Local Area Network design/Redundancy and load balancing at layer 3 in LANs
At the boundaries of the corporate LAN with the network layer, the router providing connectivity with outside (typically Internet) represents, for hosts having it as their default gateway, a single point of failure, unless the router is redounded properly.
Simple router duplication is not enough: hosts are not able to automatically switch to the other router in case their default gateway fails, because they are not able to learn the network topology through network-layer routing protocols.
Therefore some protocols for automatic management of redundant routers have been defined:
Hot Standby Routing Protocol (HSRP) guarantees automatically that every host keeps connectivity with outside the LAN through its default gateway even in case one of the redundant routers fails.
Interfaces belonging to the corporate LAN of all redundant routers are assigned a single virtual IP address and a single virtual MAC address, in addition to their actual IP and MAC addresses. Routers can be:
- active: it is the router which has the right to serve the LAN, that is to answer at the virtual IP address and at the virtual MAC address;
- stand-by: it is the router which has the right to replace the active router in case the latter fails;
- listen: they are other routers neither active nor stand-by; one of them will become the stand-by router in case the active router fails.

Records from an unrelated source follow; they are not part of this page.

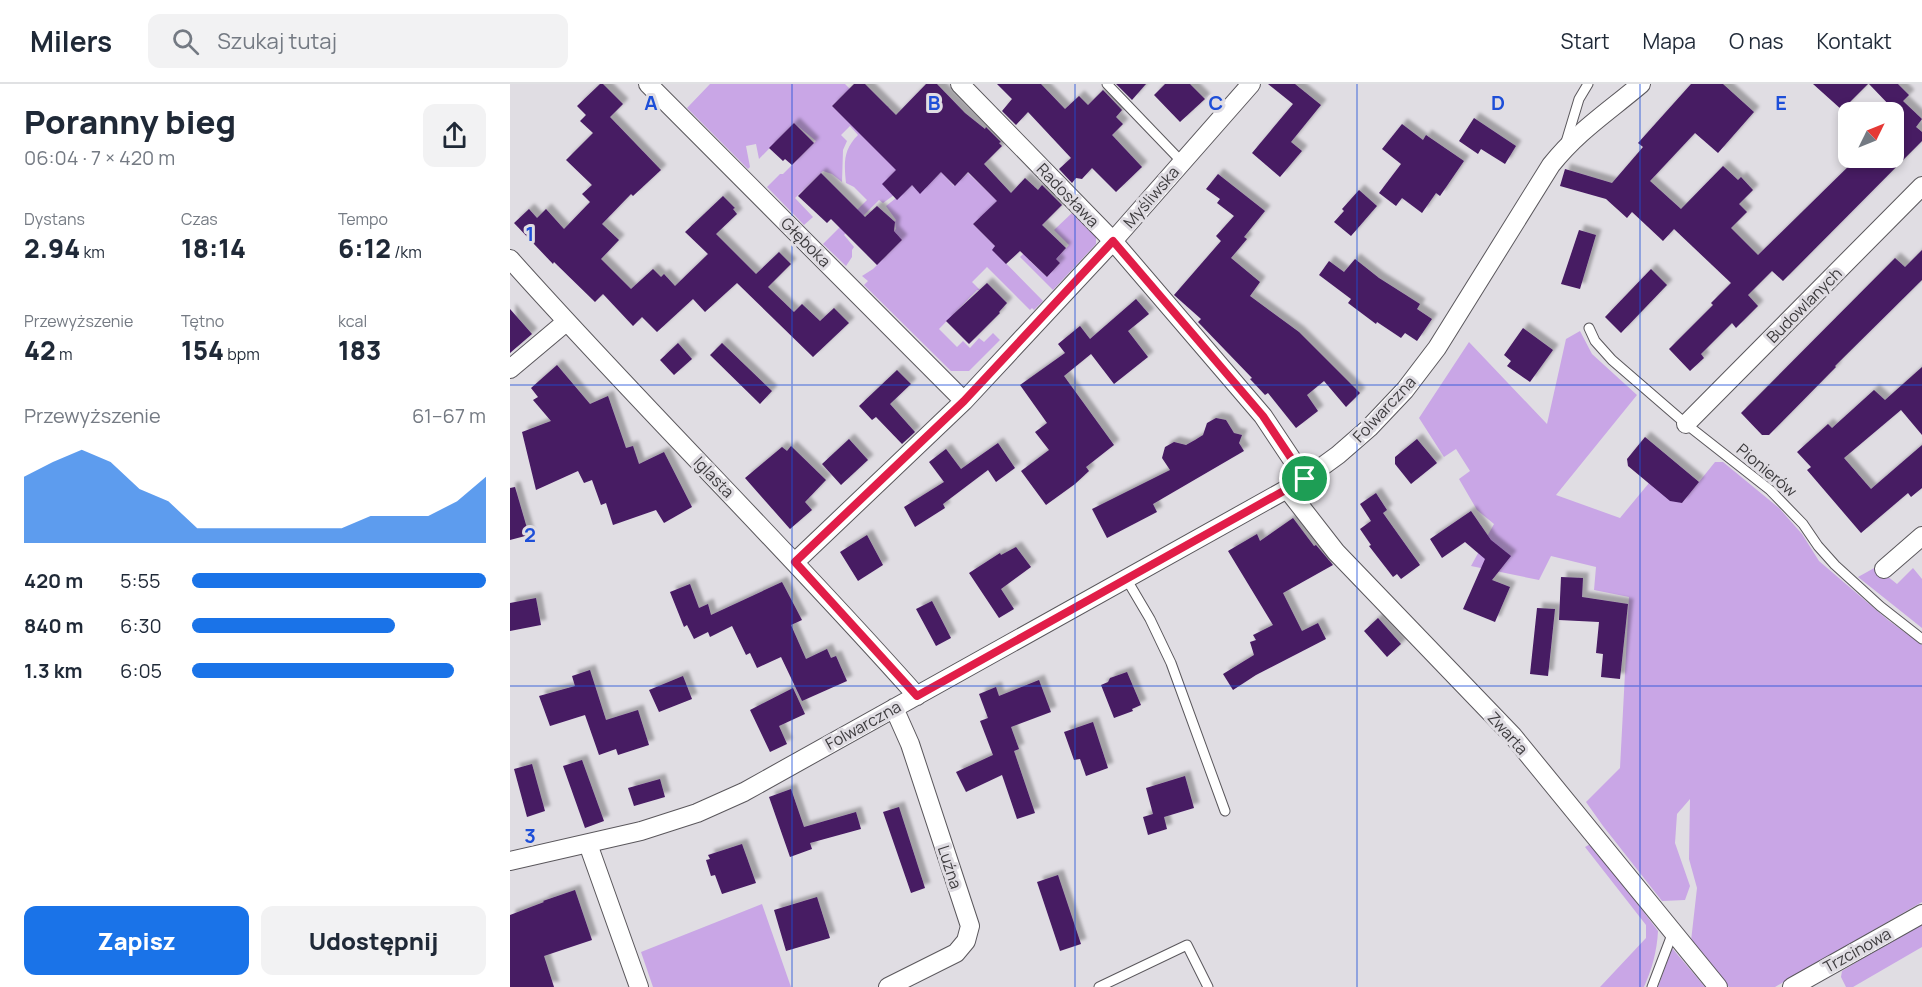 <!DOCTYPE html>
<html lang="pl">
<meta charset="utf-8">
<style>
:root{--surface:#fff;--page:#f2f2f3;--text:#1f2937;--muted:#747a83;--line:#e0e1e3;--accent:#1a73e8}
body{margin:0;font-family:Manrope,sans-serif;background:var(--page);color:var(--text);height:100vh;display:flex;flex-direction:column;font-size:22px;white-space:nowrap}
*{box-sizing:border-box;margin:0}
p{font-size:20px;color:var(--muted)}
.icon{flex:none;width:33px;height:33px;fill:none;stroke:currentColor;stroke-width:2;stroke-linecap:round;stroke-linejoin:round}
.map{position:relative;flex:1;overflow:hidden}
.drawer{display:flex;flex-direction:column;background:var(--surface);width:510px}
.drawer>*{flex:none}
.needle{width:39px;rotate:47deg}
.tools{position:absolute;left:1328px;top:18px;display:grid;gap:12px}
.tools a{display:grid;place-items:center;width:66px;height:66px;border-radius:12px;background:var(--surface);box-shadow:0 3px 9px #0003;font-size:30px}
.pin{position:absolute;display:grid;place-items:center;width:51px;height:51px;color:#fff;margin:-26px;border:3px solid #fff;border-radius:50%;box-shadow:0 2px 6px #0007}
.round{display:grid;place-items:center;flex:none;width:63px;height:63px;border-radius:12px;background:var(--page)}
.overview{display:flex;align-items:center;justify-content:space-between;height:102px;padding:0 24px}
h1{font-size:33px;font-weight:800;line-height:45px}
.metrics{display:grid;grid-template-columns:repeat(3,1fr);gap:9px;height:102px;padding:6px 24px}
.metrics div{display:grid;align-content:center}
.metrics b{font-size:26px;font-weight:800}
.metrics small{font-size:16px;font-weight:400}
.metrics p{font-size:16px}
.chart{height:168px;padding:12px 24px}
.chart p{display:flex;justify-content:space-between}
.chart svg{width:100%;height:108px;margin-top:6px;fill:var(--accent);opacity:.7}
.primary-button{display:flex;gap:12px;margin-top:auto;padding:12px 24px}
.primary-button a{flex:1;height:69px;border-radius:12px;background:var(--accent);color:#fff;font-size:24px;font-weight:800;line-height:69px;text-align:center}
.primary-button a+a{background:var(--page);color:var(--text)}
ul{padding:0 24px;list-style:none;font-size:20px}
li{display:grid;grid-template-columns:96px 72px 1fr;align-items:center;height:45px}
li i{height:15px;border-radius:8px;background:var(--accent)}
header{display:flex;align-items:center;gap:36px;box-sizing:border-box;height:84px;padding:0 30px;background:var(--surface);border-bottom:2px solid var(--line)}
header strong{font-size:28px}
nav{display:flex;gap:33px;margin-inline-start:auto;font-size:21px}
.search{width:420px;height:54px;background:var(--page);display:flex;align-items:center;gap:15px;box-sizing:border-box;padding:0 21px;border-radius:12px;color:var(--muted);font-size:22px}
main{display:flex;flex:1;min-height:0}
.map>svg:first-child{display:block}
</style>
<header>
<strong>Milers</strong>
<div class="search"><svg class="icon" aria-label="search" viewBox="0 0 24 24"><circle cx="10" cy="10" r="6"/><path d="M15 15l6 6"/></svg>Szukaj tutaj</div>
<nav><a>Start</a><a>Mapa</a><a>O nas</a><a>Kontakt</a></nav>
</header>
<main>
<section class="drawer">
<div class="overview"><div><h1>Poranny bieg</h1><p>06:04 · 7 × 420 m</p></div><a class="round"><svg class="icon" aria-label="share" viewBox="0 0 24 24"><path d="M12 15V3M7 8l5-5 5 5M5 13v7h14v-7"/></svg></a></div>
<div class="metrics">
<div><p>Dystans</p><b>2.94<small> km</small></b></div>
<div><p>Czas</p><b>18:14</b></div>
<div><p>Tempo</p><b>6:12<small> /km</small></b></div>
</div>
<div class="metrics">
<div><p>Przewyższenie</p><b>42<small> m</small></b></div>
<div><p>Tętno</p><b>154<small> bpm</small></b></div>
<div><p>kcal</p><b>183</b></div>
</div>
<div class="chart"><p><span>Przewyższenie</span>61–67 m</p>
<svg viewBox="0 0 160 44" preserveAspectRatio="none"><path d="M0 44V17L10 11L20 6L30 11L40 22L50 27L60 38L70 38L80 38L90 38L100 38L110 38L120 33L130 33L140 33L150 27L160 17V44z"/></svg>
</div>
<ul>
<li><b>420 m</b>5:55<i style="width:100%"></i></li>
<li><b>840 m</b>6:30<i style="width:69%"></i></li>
<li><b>1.3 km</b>6:05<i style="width:89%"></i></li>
</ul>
<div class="primary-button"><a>Zapisz</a><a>Udostępnij</a></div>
</section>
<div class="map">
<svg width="1412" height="903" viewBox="0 0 1412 903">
<defs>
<filter id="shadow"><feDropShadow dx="5.5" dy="-5.5" stdDeviation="1.5" flood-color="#0004"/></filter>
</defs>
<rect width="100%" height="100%" fill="#e0dde3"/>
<path fill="#c9a6e6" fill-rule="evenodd" d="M200 0H335L343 8 334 10 322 22 350 49 377 22 379 23 352 51 410 109 444 75 432 89 444 102 458 89 547 174 559 161 544 146 563 128 586 152V160L543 206 510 173 522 161 478 126 463 140 485 162 483 166 533 217 524 226 522 224 520 226 477 183 462 198 470 206H467L429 245 447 263 453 257 460 264 469 254 474 258 483 249 490 256 459 287H441L354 201 358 197 352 192 363 185 392 156 384 147 386 145 385 138 386 136 376 122 400 103 386 88 384 111 373 119 369 116 334 151 344 163 342 166V173L336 182 313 160 357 116 344 103 336 99C334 79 333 66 348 51L340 42 331 51 337 57 333 66 332 98 322 90 313 87 285 114 303 133 294 141 257 103 270 90H273L306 57 284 39 249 75 246 60 236 62 240 83 238 85 177 24ZM534 163 550 179 537 193 520 177Z
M1070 247 1082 270 1127 311 1046 411 1110 434 1139 399 1172 419 1205 378H1213L1269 424 1292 450 1309 477 1378 536 1412 561V818L1265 903H1219L1181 857 1187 804 1179 775 1180 715 1167 730 1165 759 1180 802 1175 816 1152 817 1093 742 1076 718 1110 684 1119 513 1084 506 1086 483 1041 472 1029 496 961 482 984 440 967 426 949 395 960 387 946 365 934 373 909 334 959 258 1037 340 1056 255Z
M1366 483 1387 500 1403 484 1412 495V544L1348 493Z
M1082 759 1148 847C1147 867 1142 885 1134 903H1090L1136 854V841L1075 763Z
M252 820 281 903H143L131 868Z
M1412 838V863L1343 903H1336L1331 893 1332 887Z
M1162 864 1195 903H1148Z"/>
<path fill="#471a64" filter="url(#shadow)" d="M90 0H93L113 20 100 33 151 86 123 112 121 110 92 140 109 156 91 175 121 205 143 185 151 193 154 190 165 202 198 170 175 148 213 112 225 124 223 125 227 130 206 150 246 190 269 168 281 180 258 203 284 228 292 220 310 237 324 224 339 239 303 273 227 199 195 228 183 215 147 248 132 233 123 242 93 210 85 218 44 178 43 180 4 139 19 125 27 134 36 125 54 145 80 118 72 110 82 101 56 76 83 49 70 37 76 31 67 22Z
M344 0H355L386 31 416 0H427L455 29 475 45 476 43 491 58 489 59 492 62 474 80 501 109 515 94 528 106 532 101 552 121 532 141 556 164 546 175 550 179 537 193 510 167 496 180 482 166 485 162 463 140 487 117 458 88 445 102 431 88 410 110 402 101 387 116 372 100 386 86 322 22Z
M487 0H531L555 25 569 12 578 21 593 6 612 26 606 33 613 40 602 51 632 83 606 108 582 84 572 95 566 94 562 99 549 85 561 74 518 28 506 41 492 27 502 15Z
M606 0H636L622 16Z
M655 0H680L695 15 670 38 644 11Z
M758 0H785L811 21 781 58 792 67 770 93 742 69 783 20Z
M1181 0H1213L1244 28 1208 69 1185 49 1140 97 1171 125 1213 82 1228 96 1231 93 1243 106 1229 120 1237 128 1221 144 1248 171 1347 74H1383L1384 26 1359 0H1388L1399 11 1393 17 1412 35 1406 43 1412 48V57L1273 197 1262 187 1238 211 1248 222 1226 244 1222 239 1191 270 1194 274 1180 287 1159 265 1203 221 1201 219 1221 199 1164 145 1153 157 1122 128 1117 134 1096 115 1050 102 1055 85 1102 99 1133 63 1128 59Z
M1303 0H1358L1332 26Z
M964 34 1006 62 995 80 971 65 968 70 949 57Z
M284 39 304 59 282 81 275 75 273 77 259 64Z
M892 40 913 56 916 51 954 77 930 112 926 109 912 129 892 114 886 122 869 109 891 80 872 65Z
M311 89 355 133 367 122 385 138 384 147 392 156 367 181 321 135 317 139 288 112Z
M708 90 755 127 734 153 737 155 721 174 750 198 740 212 789 248 850 309 836 323 814 297 797 311 808 327 786 344 758 309 755 311 740 295 742 294 688 238 691 235 664 211 711 157 706 152 724 132 707 119 710 115 696 105Z
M849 106 867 122 841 152 824 138 834 127 832 125Z
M1069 146 1086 151 1070 205 1051 200Z
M1412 166V196L1325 282 1326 283 1259 351H1252L1231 329 1385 174 1395 183Z
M845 175 869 194 910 220 907 225 922 235 907 257 895 249 891 254 867 238 866 240 838 219 841 215 809 191 819 177 834 188Z
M1141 185 1157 201 1111 249 1095 233Z
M477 199 497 219 489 228 490 229 459 260 436 237Z
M626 215 639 230 618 247 638 273 604 300 581 270 554 292 604 361 576 383 579 387 565 400 536 421 511 387 539 366 525 348 537 339 510 301 555 269 548 260 570 242 580 255Z
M0 225 22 250 0 269Z
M1013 244 1043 266 1020 298 997 282 1001 277 994 271Z
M168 259 182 275 164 291 150 276Z
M212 259 262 307 250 320 200 271Z
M47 281 80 320 98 312 116 364 123 362 129 380 154 368 182 423 154 439 146 426 103 441 96 419 91 421 82 396 74 399 68 387 26 406 12 348 41 337 23 316 28 313 21 304Z
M1412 283V351L1391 326 1334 374 1361 405 1412 361V404L1401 413 1398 409 1351 449 1297 386 1301 383 1287 368 1318 340 1322 344 1364 306 1375 316Z
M387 286 401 300 380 320 405 348 392 360 366 333 362 336 349 322Z
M706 334 716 336 724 349 732 351 729 359 734 367 643 420 647 428 597 454 582 425 660 386 652 374 655 363 664 358 676 361 685 356 693 351 697 339Z
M1135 353 1189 398 1172 419 1160 417 1118 382 1117 375Z
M339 355 358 376 331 401 312 380Z
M907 355 927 379 901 400 885 380V373Z
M488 359 505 384 486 398 478 386 433 420 435 424 405 443 394 423 434 398 419 378 436 365 451 385Z
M281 362 316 396 295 418 302 426 280 445 235 394 272 363 277 367Z
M5 403 19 451 0 456V404Z
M866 409 877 426 873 429 910 481 891 495 887 490 883 493 859 462 861 461 850 445 861 437 850 420Z
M961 427 981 456 1001 472 982 496 1000 503 985 538 953 525 975 475 955 458 932 474 920 455Z
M783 434 804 462 806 461 823 481 773 509 792 547 808 539 816 555 746 591 723 606 713 590 744 571 740 558 746 556 743 551 763 541 718 467 747 450 750 457Z
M357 451 373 481 348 497 330 468Z
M506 463 521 483 491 505 504 525 489 534 459 489 490 469 491 471Z
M1051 493 1073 494 1072 513 1118 520 1110 595 1091 593 1093 570 1086 569 1089 538 1049 536Z
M272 498 292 536 281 541 296 575 317 565 321 574 326 572 337 597 292 617 271 573 247 584 240 569 236 571 222 542 200 553 198 548 184 555 177 541 174 543 160 508 180 500 189 524 198 520 201 531Z
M26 514 31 541 0 547V519Z
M422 517 441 554 426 562 406 525Z
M1027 524 1045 525 1038 592 1020 590Z
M868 534 891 560 877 573 854 547Z
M80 586 96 636 128 626 139 661 108 671 106 665 89 671 75 631 40 642 29 612 65 602 62 592Z
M617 588 631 621 622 625 623 627 604 634 591 601 598 598 600 594Z
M173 592 182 615 149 628 139 606Z
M529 596 541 628 501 643 509 665 504 667 525 729 507 735 492 691 456 708 446 688 483 671 470 637 478 634 469 610 486 603 489 612Z
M283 604 295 630 269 642 277 660 260 668 240 626Z
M583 638 598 684 576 692 570 675 564 676 554 648Z
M72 676 94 737 75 744 53 682Z
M22 680 35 727 17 733 4 685Z
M675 692 684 724 654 733 657 745 638 751 633 733 643 730 636 704Z
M150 695 155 713 124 722 118 704Z
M281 705 294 743 346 728 351 745 300 759 302 765 280 773 259 713Z
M389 723 415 804 401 809 373 728Z
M232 760 246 799 212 810 205 791 201 792 196 776 200 775 198 771Z
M548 791 571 860 550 867 527 798Z
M65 806 82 856 34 872 44 903H0V831L34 818 33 817Z
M307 813 320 854 276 867 264 826Z"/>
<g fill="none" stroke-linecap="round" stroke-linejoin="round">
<defs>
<path id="lane" d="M597 0 672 78
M1056 58 1069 15 1078 0
M1079 244 1085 257 1102 276 1176 340 1260 406 1293 440 1308 462 1325 481 1370 522 1412 555
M617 496 640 535 661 579 715 727
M589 903 677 861 698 903
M1142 903 1163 848"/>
<path id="street" d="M138 0 454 317
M450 0 603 157 753 332 795 395
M0 175C133 324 275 463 407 612
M0 285 56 238
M1176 340 1412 102
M777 405 826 468 1003 652 1208 903
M285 478 454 317 603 157 741 0
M1374 485 1412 452
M78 760 129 903
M0 777 131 747 187 729 234 708 795 395 828 371 859 344 895 306 927 264 1041 81C1068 47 1098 28 1131 0
M378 903 446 869 456 857 460 842 400 660 384 624
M1282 903 1412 830"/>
</defs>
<use href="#lane" stroke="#5a575c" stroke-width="11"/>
<use href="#street" stroke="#5a575c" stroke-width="20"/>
<use href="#lane" stroke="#fff" stroke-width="9"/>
<use href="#street" stroke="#fff" stroke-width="18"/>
</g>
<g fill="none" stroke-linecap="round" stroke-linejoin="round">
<defs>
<path id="route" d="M603 157 753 332 795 395 407 612 285 478 454 317Z"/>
</defs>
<use href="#route" stroke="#fff" stroke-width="12"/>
<use href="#route" stroke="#e11d48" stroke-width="8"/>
</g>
<path fill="none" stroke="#1d4ed8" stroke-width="1.5" stroke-opacity="0.55" d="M282 0V903M565 0V903M847 0V903M1130 0V903M0 301H1412M0 602H1412"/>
<g text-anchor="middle" stroke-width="6" stroke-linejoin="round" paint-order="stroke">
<g font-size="16" fill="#3d3b3e" stroke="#e0dde3">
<text transform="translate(558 111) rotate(46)" y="6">Radosława</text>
<text transform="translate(641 113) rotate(-49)" y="6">Myśliwska</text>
<text transform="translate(296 158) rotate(45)" y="6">Głęboka</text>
<text transform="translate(1294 221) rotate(-45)" y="6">Budowlanych</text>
<text transform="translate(874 325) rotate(-47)" y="6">Folwarczna</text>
<text transform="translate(1257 386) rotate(40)" y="6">Pionierów</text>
<text transform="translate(204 393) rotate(46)" y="6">Iglasta</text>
<text transform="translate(353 641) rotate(-29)" y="6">Folwarczna</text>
<text transform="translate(998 649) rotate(48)" y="6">Zwarta</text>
<text transform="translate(440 783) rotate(72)" y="6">Luźna</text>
<text transform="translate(1347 866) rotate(-29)" y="6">Trzcinowa</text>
</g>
</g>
<g font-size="20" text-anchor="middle" font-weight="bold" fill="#1d4ed8" stroke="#e0dde3" stroke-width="6" stroke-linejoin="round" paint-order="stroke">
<text x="141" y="26">A</text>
<text x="424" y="26">B</text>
<text x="706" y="26">C</text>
<text x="988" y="26">D</text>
<text x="1271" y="26">E</text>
<text x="20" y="157">1</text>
<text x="20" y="458">2</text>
<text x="20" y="759">3</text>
</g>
</svg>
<div class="tools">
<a><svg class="needle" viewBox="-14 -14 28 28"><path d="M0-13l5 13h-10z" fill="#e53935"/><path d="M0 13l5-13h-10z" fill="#747a83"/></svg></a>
</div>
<div class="pin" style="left:795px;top:395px;background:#1e9e55"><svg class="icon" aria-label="arrive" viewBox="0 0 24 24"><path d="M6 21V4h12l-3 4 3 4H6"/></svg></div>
</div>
</main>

The virtual IP address has to be set explicitly by the network administrator during the HSRP configuration, while the virtual MAC address has Cisco's well-known prefix '00:00:0C:07:AC':
|OUI (00:00:0C)||HSRP string (07:AC)||group ID|
where the fields are:
- Organizationally Unique Identifier (OUI) field (3 bytes): string of bits '00:00:0C' is the OUI assigned to Cisco so that MAC addresses of network cards sold by Cisco are globally unique;
- HSRP string field (2 bytes): string of bits '07:AC' identifies a HSRP virtual MAC address, and can not appear in any physical MAC address → the virtual MAC address is guaranteed to be unique within the LAN: it is not possible for a host to have a MAC address equal to the HSRP virtual MAC address;
- group ID field (1 byte): it identifies the group the current HSRP instance is referring to: #HSRP groups.
The virtual IP address is set to all hosts as their default gateway address, that is as the IP address to which the hosts will send IP packets heading outside the LAN.
Traffic asymmetric routingEdit
The goal of HSRP is to 'deceive' the host by making it believe to be communicating with outside through a single router characterized by an IP address equal to the default gateway address and by a MAC address equal to the MAC address got via ARP protocol, while actually HSRP in case of fault moves the active router to another router without making the host realize that:
- ARP Request: when a host connects to the network, it sends an ARP Request to the IP address set as default gateway, that is the virtual IP address;
- ARP Reply: the router sends back an ARP Reply with its own virtual MAC address;
- outgoing traffic: the host sends every following packet to the virtual MAC address, and just the active router processes it, while stand-by and listen routers discard it.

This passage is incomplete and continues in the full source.